Stevedoring is 'To load or unload the cargo of (a ship) or to engage in the process of loading or unloading such a vessel.' Much of the work Moody oversaw in port was concerned with this.

No year is given in many of the letters, and in some - when it was a quick note written to someone in the same country for delivery in the next post - he did no more than write the day of the week. Post was the main method of communication back then! Fortunately in later letters he tends to be more specific.

He does talk about his colleagues quite often, but usually by position rather than name e.g. 'the skipper', 'the steward', 'the mate', 'the second mate', 'one of the men', 'apprentices' (or 'fellow admirals'), and in later letters 'First Officer', 'Fourth Officer' etc.

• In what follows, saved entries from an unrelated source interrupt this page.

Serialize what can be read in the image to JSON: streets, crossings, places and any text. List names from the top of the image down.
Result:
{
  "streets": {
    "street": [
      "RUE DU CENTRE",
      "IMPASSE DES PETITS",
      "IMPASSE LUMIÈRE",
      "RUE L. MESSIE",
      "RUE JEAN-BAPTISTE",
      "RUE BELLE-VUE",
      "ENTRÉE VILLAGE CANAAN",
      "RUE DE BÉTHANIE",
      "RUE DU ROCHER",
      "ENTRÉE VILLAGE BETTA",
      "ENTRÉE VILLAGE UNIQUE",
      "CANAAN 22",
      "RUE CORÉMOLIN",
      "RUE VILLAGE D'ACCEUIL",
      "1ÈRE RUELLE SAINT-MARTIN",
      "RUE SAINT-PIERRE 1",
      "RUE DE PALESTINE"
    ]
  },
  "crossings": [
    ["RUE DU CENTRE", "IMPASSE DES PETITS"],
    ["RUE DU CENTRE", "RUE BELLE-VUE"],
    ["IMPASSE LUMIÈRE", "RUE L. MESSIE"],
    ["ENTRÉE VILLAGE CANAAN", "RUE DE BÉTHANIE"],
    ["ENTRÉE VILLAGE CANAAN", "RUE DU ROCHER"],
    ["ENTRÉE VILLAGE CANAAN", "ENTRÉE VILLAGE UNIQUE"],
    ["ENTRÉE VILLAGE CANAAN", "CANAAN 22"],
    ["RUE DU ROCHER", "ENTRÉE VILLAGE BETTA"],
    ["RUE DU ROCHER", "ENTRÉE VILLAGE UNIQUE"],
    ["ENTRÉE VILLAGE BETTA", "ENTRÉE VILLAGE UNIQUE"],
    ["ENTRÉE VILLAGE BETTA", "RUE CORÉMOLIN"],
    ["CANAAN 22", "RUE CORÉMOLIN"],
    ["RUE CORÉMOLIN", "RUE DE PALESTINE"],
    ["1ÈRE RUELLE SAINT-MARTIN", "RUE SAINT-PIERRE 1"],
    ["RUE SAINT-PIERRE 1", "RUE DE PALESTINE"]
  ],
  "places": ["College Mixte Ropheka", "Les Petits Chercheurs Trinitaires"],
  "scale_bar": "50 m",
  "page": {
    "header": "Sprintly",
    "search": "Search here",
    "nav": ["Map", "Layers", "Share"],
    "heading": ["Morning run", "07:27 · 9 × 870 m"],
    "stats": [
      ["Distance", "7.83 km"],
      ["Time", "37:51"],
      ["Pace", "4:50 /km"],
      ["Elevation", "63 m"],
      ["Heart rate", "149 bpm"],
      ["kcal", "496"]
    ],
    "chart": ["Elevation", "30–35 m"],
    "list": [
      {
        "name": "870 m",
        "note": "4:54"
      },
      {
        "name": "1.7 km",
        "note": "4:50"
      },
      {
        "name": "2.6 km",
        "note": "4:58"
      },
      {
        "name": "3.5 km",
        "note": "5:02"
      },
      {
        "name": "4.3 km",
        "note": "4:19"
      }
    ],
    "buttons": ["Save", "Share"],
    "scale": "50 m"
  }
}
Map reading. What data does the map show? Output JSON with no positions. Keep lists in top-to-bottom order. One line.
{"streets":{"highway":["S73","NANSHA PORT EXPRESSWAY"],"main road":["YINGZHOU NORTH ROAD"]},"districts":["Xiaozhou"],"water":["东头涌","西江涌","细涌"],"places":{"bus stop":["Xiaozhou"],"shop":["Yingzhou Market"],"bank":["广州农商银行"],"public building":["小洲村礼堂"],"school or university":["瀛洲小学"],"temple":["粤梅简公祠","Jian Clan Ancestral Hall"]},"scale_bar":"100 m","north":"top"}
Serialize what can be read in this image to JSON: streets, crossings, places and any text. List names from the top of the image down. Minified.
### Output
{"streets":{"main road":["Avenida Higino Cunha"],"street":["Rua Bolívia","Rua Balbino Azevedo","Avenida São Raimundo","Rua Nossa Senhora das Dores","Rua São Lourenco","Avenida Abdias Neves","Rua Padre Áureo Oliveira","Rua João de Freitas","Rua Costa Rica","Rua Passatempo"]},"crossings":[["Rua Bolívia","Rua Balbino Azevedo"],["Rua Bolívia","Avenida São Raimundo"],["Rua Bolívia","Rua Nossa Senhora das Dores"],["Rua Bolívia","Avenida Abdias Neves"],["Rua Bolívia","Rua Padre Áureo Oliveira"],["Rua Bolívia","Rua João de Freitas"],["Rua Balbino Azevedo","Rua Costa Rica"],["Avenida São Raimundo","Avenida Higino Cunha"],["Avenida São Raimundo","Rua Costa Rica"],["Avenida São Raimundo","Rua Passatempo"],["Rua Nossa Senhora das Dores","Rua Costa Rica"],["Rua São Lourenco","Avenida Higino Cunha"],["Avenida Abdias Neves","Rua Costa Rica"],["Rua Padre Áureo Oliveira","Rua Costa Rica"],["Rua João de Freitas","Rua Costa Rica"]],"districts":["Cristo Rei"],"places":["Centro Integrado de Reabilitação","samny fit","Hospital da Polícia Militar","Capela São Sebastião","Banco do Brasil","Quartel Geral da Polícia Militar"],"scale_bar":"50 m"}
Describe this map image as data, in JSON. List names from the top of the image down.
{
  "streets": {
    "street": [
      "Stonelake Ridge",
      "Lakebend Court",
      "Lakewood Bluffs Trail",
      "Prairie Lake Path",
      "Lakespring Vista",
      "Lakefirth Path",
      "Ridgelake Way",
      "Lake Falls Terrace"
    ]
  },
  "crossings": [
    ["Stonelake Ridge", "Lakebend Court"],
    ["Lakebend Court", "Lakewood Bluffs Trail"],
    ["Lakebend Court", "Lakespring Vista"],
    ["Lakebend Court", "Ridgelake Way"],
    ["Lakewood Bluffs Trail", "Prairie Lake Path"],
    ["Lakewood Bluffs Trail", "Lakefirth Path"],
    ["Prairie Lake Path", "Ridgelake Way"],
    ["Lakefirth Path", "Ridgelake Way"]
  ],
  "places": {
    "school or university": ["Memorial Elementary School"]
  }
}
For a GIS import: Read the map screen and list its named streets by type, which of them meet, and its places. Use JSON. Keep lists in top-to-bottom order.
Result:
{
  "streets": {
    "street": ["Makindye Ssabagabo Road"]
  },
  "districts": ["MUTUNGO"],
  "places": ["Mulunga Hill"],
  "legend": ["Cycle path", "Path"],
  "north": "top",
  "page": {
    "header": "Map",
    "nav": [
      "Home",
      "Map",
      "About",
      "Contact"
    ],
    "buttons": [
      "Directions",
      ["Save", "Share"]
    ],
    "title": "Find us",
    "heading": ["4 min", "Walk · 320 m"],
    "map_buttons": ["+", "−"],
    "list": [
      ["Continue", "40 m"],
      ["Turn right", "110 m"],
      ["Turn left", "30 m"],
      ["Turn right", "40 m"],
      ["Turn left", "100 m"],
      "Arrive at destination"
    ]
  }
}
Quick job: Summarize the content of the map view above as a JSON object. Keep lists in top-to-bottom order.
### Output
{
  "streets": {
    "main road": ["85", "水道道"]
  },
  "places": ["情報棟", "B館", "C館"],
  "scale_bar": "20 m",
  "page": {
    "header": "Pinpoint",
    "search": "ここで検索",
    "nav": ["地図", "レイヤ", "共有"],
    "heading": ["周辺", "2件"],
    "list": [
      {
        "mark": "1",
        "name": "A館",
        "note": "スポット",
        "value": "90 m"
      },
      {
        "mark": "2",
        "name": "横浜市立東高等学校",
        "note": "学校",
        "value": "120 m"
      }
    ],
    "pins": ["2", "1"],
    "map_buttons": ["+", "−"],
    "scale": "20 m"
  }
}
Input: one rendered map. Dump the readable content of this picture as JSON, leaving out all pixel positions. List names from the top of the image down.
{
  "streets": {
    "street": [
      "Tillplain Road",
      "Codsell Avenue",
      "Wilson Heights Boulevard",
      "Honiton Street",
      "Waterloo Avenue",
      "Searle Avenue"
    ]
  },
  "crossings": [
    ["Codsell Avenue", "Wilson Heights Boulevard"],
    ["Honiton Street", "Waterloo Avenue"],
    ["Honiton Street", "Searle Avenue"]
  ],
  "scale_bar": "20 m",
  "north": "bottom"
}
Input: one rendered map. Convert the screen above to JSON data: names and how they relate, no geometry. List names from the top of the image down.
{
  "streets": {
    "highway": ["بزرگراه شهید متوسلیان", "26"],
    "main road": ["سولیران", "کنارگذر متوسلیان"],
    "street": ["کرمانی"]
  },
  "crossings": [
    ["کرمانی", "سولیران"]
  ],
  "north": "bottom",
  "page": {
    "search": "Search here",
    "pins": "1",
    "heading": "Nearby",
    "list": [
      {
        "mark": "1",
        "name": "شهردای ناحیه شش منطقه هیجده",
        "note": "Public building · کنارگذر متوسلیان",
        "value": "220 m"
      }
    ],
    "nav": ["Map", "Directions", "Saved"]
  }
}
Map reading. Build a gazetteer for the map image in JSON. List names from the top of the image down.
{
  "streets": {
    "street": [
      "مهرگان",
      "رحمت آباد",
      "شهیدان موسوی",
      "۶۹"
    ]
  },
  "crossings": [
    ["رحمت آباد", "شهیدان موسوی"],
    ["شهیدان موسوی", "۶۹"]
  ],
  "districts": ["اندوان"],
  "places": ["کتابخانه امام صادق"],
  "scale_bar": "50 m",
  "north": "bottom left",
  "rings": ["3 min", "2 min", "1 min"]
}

Given the particular history of the mate that they had to band against for their own protection, it is unlikely that any actions taken in self-defence would have have resulted in punishment being meted out them - or if it was, it would have been of a token nature. This is the same mate that drove another apprentice to suicide, in an incident that was covered up.

A hard case was one of a particularly tough breed of mariners in those days - Lightoller and Lowe, for example, are described by Marcus as 'hard cases'. The master in question didn't think Moody was tough enough on the men and wouldn't bully them.

Moody had applied for holidays just before he was posted to the Titanic and was turned down.

The quoted line was in reference to how far he had come in his life and career since his mother's death.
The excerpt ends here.